Hail doesn’t have any facility to create VCF indices. Most folks run tabix after exporting.

we’ll definitely write a header line that says it’s a string, so that probably won’t do.

I think there’s an issue to expose a flexible float format, but it’s low-prio.

Sam,

  1. A note on Hail philosophy: In intention, Hail is more like a general purpose data processing tool (like R or pandas) than it is like GATK. In particular, we process VCF files from lots of sources, as well as non-genotype data. While AN, etc. are relatively standard, we see lots of different schemas and didn’t feel like we could reliably write update rules for all situations like this. Therefore, Hail operations generally only do you exactly what you ask (e.g. filter_cols only filters columns, but changes no other values), and we tried to build an interface that makes it very easy to update other parts of the dataset. You should be able to update AN, etc. with 2 lines to call to variant_qc and then an annotate_rows. Let us know if you need more help with this.

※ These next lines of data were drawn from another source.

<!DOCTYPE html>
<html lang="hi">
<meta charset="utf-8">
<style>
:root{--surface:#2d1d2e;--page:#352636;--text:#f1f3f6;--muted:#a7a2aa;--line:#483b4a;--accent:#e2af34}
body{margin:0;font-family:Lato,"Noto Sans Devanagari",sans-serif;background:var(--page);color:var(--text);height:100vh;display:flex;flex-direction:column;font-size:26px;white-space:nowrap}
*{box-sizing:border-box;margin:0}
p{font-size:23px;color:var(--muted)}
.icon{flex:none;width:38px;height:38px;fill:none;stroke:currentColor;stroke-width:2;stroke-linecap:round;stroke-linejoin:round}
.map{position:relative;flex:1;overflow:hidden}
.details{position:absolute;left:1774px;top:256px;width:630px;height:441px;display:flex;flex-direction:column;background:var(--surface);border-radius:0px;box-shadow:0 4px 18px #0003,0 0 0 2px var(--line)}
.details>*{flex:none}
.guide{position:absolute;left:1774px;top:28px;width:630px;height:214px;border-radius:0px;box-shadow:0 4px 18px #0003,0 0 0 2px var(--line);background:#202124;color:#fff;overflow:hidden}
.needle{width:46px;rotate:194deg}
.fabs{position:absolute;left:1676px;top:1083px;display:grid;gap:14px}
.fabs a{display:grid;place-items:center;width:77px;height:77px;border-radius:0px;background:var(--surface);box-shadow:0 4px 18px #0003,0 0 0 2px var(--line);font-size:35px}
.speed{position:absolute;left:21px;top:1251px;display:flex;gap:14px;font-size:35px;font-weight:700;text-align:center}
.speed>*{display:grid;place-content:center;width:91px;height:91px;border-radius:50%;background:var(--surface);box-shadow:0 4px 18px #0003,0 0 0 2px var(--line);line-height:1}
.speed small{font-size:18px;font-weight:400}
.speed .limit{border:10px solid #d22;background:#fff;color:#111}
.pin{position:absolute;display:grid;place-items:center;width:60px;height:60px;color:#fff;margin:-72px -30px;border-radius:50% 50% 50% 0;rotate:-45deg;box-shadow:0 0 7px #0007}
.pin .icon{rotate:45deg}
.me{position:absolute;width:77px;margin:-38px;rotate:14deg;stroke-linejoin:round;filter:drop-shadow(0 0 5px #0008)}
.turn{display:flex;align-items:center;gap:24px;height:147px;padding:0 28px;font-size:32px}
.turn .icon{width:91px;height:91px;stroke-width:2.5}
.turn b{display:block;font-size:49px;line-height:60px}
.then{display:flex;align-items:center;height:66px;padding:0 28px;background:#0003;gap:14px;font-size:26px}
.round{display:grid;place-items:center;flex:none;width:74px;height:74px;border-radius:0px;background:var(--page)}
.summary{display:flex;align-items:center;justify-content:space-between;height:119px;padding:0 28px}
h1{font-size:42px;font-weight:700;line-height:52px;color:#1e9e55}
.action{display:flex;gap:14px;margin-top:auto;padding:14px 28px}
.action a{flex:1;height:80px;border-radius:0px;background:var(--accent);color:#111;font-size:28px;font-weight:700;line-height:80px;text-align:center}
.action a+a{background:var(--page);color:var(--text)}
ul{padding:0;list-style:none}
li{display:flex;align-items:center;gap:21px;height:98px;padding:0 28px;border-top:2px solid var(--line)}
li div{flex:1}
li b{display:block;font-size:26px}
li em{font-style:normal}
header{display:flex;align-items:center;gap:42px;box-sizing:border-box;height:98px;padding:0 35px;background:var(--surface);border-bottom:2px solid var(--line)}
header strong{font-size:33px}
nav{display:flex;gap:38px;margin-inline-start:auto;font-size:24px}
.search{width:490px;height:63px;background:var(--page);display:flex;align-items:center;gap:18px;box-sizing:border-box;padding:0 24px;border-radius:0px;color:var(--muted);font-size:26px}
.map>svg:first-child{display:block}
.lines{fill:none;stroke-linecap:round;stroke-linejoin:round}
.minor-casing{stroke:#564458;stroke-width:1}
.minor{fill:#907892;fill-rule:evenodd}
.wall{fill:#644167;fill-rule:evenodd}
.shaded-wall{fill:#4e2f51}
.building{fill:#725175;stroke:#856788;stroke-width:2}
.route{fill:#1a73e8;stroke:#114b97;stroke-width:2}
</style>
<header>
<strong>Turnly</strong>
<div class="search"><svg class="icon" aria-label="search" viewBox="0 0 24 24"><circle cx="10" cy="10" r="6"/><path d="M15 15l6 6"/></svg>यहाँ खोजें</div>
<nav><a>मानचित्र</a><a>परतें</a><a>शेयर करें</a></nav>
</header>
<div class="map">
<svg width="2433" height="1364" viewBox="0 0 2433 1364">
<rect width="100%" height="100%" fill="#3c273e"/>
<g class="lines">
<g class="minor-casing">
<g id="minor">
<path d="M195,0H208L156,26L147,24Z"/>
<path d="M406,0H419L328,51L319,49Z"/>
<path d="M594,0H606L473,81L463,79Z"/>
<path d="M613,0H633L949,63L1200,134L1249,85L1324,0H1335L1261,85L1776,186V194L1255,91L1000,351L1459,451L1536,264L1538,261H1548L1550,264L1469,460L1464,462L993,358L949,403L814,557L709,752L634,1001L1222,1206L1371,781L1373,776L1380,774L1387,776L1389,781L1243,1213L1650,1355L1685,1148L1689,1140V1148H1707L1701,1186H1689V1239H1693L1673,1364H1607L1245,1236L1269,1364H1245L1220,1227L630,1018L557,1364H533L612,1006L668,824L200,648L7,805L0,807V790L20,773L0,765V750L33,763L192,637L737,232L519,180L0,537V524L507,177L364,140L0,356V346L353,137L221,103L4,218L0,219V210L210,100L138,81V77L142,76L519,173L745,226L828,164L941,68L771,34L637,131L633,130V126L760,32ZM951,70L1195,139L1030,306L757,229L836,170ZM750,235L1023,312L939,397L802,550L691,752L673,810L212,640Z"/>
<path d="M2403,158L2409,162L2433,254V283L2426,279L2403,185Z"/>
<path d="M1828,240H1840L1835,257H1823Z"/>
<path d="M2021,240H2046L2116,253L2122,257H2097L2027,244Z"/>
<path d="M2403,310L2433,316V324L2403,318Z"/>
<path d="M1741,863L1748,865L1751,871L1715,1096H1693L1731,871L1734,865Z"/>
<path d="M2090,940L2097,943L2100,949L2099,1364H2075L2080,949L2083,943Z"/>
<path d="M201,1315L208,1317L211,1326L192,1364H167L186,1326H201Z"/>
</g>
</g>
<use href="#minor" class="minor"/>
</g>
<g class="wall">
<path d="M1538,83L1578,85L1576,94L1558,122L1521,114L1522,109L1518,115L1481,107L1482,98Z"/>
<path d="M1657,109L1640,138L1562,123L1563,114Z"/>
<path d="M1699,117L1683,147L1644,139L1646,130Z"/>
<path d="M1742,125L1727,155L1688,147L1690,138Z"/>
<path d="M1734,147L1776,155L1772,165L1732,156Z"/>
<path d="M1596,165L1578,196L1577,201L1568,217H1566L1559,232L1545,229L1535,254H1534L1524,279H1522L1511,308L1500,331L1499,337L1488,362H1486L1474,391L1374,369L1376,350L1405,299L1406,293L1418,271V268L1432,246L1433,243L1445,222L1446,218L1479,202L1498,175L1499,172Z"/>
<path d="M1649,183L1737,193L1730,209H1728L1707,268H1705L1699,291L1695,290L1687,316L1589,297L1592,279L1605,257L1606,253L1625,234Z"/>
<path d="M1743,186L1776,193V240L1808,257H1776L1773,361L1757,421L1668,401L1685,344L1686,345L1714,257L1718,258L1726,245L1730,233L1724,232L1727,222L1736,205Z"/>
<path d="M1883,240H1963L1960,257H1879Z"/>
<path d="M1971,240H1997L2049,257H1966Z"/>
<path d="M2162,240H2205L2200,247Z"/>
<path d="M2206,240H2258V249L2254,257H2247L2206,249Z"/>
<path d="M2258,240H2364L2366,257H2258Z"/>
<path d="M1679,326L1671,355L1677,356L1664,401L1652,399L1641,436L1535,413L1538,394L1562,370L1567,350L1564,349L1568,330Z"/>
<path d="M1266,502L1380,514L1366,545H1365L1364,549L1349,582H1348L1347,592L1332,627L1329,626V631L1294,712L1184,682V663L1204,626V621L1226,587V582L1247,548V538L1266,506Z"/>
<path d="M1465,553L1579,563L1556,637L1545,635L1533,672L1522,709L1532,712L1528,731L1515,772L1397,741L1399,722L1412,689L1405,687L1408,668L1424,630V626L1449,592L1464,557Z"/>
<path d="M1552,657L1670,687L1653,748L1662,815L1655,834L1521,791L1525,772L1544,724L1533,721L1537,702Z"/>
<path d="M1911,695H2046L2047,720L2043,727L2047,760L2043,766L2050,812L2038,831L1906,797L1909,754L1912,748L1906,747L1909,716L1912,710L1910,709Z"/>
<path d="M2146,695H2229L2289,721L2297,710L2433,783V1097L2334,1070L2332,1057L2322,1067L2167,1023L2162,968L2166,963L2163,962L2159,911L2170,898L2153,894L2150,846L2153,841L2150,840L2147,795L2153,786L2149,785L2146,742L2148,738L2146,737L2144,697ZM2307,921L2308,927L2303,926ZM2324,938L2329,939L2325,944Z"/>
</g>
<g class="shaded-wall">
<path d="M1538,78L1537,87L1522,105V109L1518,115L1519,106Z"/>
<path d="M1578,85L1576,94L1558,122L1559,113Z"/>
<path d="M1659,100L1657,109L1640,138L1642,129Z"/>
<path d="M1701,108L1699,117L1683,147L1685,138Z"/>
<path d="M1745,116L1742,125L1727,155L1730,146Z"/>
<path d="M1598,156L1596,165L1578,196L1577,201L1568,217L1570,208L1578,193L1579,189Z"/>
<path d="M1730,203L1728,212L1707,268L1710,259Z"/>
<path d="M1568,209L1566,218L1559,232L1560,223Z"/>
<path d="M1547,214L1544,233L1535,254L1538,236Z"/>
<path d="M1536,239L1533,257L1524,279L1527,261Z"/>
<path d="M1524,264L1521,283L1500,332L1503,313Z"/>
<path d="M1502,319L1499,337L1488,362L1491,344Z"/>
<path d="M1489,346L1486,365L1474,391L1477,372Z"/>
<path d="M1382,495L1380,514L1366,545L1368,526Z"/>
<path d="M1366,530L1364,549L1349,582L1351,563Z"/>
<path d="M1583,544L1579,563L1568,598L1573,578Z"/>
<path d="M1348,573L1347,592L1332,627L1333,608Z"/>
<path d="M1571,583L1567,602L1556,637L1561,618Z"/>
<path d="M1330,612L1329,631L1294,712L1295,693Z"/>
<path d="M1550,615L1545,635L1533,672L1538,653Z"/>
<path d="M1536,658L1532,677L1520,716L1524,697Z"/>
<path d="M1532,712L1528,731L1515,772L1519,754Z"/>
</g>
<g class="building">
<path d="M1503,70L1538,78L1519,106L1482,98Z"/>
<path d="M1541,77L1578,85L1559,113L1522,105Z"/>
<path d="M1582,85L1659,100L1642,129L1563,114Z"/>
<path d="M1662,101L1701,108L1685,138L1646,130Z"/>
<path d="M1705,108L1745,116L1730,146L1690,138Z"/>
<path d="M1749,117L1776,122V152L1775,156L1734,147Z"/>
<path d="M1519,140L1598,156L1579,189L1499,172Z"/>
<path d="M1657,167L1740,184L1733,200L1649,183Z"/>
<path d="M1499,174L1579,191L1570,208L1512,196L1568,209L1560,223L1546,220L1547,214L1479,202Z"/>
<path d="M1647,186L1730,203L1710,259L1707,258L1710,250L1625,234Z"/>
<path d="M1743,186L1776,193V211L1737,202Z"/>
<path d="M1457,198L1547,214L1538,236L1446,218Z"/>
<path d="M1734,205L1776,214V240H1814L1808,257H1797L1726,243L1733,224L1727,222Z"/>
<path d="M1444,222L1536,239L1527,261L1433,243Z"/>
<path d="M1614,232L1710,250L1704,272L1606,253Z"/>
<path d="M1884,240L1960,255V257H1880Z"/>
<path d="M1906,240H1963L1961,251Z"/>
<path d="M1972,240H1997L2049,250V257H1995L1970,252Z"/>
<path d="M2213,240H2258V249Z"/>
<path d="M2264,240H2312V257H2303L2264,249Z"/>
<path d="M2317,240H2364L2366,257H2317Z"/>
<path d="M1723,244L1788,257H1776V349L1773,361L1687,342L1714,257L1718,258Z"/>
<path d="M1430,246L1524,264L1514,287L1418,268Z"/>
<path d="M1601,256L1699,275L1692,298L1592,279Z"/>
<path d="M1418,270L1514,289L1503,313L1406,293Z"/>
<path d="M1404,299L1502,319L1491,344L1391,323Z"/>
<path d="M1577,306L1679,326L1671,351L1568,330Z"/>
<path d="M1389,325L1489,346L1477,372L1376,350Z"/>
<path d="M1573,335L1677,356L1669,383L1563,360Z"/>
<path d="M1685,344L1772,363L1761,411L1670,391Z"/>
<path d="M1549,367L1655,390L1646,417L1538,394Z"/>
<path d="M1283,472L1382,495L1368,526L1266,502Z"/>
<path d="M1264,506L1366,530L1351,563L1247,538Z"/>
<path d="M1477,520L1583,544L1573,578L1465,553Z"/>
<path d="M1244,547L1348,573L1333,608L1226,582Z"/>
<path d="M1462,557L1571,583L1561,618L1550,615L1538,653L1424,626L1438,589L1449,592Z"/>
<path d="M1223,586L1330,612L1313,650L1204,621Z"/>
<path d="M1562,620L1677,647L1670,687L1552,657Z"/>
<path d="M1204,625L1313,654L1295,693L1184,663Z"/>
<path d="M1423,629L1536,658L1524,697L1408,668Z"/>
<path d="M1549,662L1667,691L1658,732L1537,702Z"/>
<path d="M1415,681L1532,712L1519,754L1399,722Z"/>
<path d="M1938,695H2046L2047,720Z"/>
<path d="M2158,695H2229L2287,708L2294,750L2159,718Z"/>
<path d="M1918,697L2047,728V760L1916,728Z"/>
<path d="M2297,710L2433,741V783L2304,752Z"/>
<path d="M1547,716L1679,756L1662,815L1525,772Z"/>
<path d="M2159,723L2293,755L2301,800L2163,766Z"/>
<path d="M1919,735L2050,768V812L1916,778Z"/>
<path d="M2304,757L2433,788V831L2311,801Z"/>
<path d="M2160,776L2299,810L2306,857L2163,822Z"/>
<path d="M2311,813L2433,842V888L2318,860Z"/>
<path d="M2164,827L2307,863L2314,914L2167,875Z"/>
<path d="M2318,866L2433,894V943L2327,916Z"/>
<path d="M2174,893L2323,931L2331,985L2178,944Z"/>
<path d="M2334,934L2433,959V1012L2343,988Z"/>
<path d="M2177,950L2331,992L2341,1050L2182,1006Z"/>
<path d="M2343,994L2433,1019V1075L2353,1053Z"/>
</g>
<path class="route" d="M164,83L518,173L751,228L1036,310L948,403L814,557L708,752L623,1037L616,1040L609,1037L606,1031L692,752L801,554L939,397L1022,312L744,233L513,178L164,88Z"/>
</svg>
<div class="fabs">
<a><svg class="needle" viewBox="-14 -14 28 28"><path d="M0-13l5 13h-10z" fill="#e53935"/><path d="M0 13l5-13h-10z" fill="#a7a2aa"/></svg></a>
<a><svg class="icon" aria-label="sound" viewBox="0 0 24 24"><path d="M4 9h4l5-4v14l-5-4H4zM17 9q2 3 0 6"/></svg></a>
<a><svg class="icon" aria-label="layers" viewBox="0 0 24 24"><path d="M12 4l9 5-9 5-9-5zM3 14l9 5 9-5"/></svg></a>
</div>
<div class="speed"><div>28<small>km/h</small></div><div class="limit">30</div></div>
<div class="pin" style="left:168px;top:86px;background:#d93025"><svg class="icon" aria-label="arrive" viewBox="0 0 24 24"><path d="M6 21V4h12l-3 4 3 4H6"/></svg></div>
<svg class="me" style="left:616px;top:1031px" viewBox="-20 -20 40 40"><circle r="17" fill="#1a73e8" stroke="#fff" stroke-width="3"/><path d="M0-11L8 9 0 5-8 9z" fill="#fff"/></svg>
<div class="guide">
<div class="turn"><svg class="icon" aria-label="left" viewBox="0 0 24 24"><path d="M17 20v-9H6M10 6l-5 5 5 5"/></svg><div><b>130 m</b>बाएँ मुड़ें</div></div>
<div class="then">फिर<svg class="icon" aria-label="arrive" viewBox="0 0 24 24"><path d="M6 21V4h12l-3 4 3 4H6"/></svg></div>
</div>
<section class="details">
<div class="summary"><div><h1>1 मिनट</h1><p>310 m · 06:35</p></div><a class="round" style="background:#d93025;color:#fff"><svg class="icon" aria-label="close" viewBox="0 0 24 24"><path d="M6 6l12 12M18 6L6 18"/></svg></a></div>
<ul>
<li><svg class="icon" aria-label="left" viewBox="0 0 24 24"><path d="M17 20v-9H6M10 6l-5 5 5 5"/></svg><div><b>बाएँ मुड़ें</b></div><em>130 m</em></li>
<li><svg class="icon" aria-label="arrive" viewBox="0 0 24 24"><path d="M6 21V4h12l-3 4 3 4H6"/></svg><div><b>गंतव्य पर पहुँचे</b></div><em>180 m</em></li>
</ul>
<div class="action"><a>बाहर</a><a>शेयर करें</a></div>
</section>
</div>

  2. Changing the float format for VCF is a good suggestion. Can you open an issue on on the Hail github? https://github.com/hail-is/hail/issues

Also, we’ve had multiple requests to write an index with export_vcf and it is on our todo list (but not scheduled and probably won’t get to it until after ASHG in October at the earliest.)

Thank you for the info!

I have create a ticket in github for the float format.